Laiklik geçmişte askerin adeta Kur’an’ı gibiydi. Kur’an Müslüman ülkelerde toplumu terbiye etme araçları içinde en başlarda gelir. Laiklik te ordunun elinde böylesi bir işlev görüyordu. Çünkü Türk tipi laiklik M. Kemal tarafından topluma değil devlete atfedilmiş bir özelliktir. Devletten topluma doğru yol alır. İçsel değil dışsal bir güçtür. Laiklik Türkiye’de gerçek varoluşunu sağlayan Antik Roma, Rönesans ve Hümanizm gibi felsefi gelenekler ve Fransız devrimi gibi politik mücadelelerden koparılarak devlet katına taşınmıştır.
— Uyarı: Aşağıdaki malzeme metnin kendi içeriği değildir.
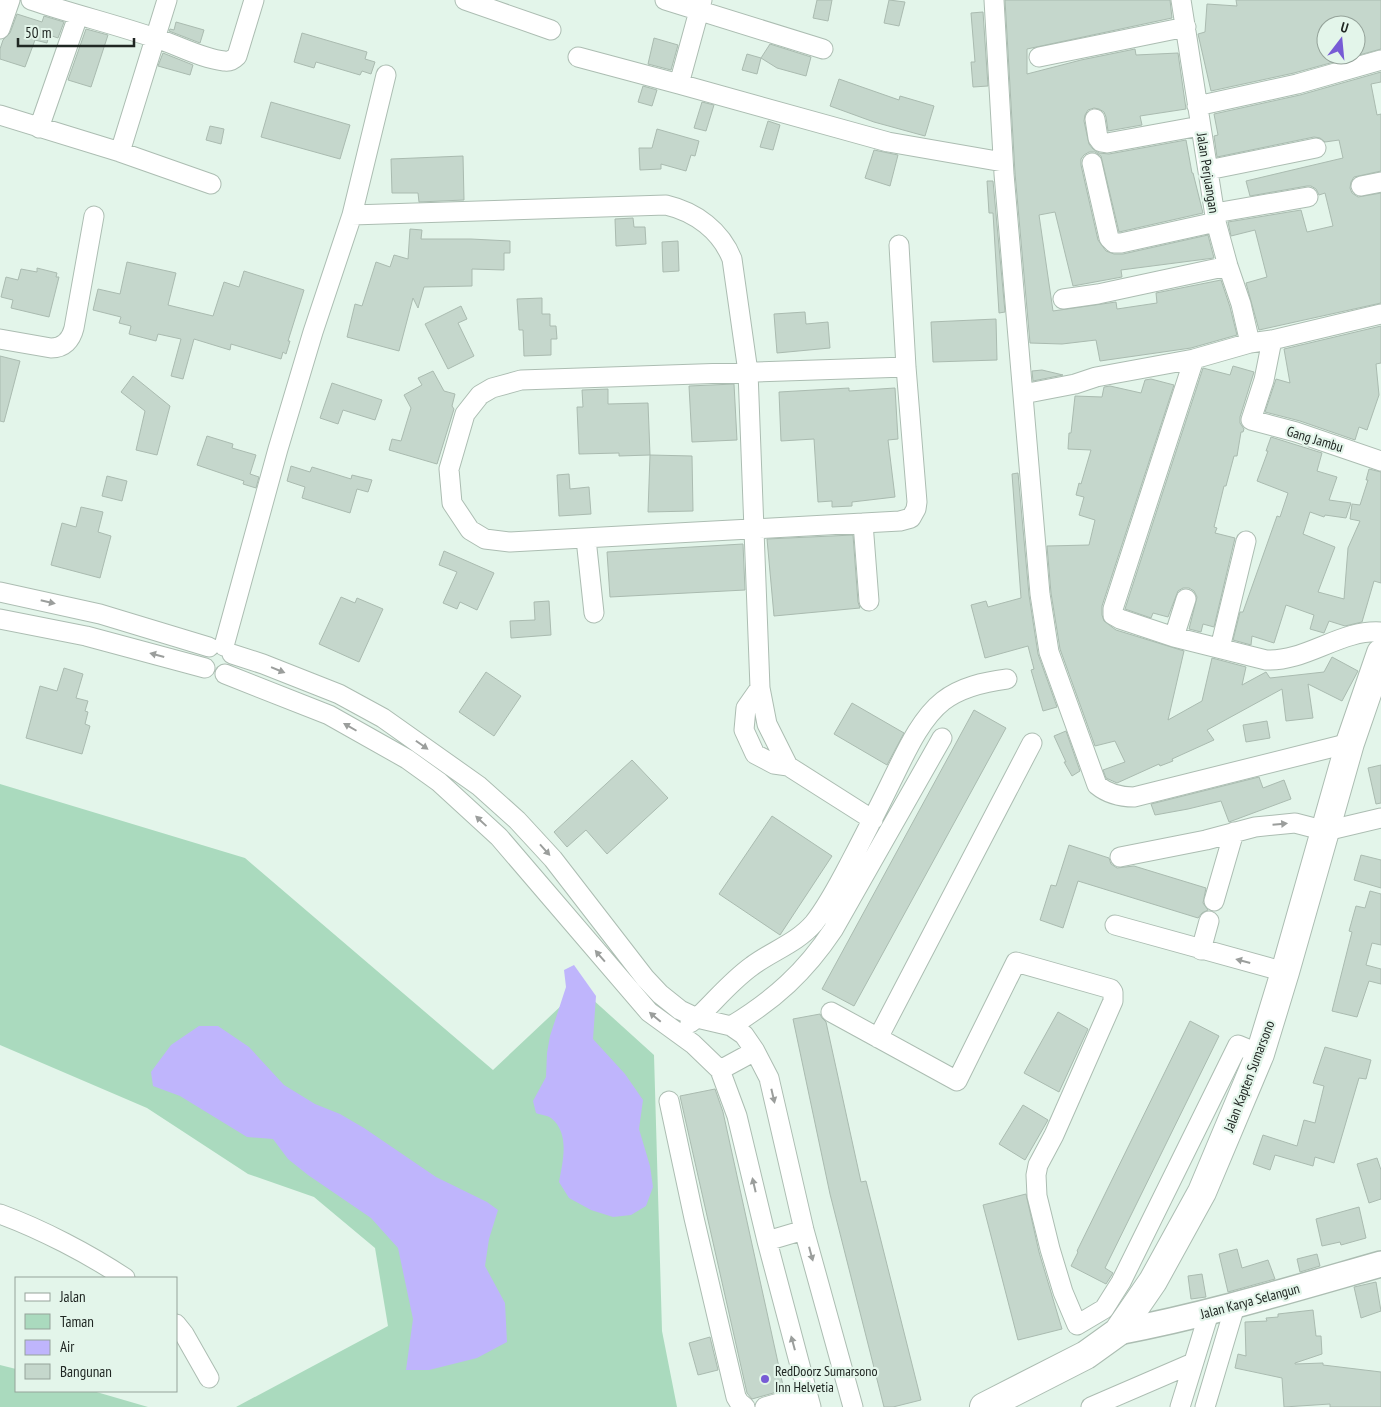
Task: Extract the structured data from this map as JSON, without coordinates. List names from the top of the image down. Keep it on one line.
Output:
{"streets":{"highway":["Jalan Kapten Sumarsono"],"main road":["Jalan Karya Selangun"],"street":["Jalan Perjuangan","Gang Jambu"]},"crossings":[["Jalan Kapten Sumarsono","Jalan Karya Selangun"]],"places":["RedDoorz Sumarsono Inn Helvetia"],"legend":["Jalan","Taman","Air","Bangunan"],"scale_bar":"50 m","north":"top"}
Laiklik yukarıda sayılan tarihsel kaynaklarının çoğunu özellikle çok partili döneme geçildikten sonra birer birer terk etmiştir. Hiç damıtılmamış bir alkol gibi toplumlar üzerinde zehir etkisi yaratmıştır. Bu zehri yudumlayan ağırlıklı olarak şehirli küçük burjuva aydınlar ve Aleviler olmuştur. Alevilerin bu acı ilacı içmelerinin nedeni geçmişte devlet destekli Sünnilerce gerçekleştirilen sivil katliamlardan kendilerini korumak, bir yenisini daha yaşamamak içindi! Bazı bilimsel deneylerde bir hücreye başka bir hücrenin elemanlarının transferi için o hücrenin sadece dış çeperi korunarak başta mitokondriler olmak üzere hücrenin tüm hayati içeriği yok edilir. Laiklik de böyle, o zengin içeriği boşaltılmış, sert bir kabuk haline dönüştürülmüştür.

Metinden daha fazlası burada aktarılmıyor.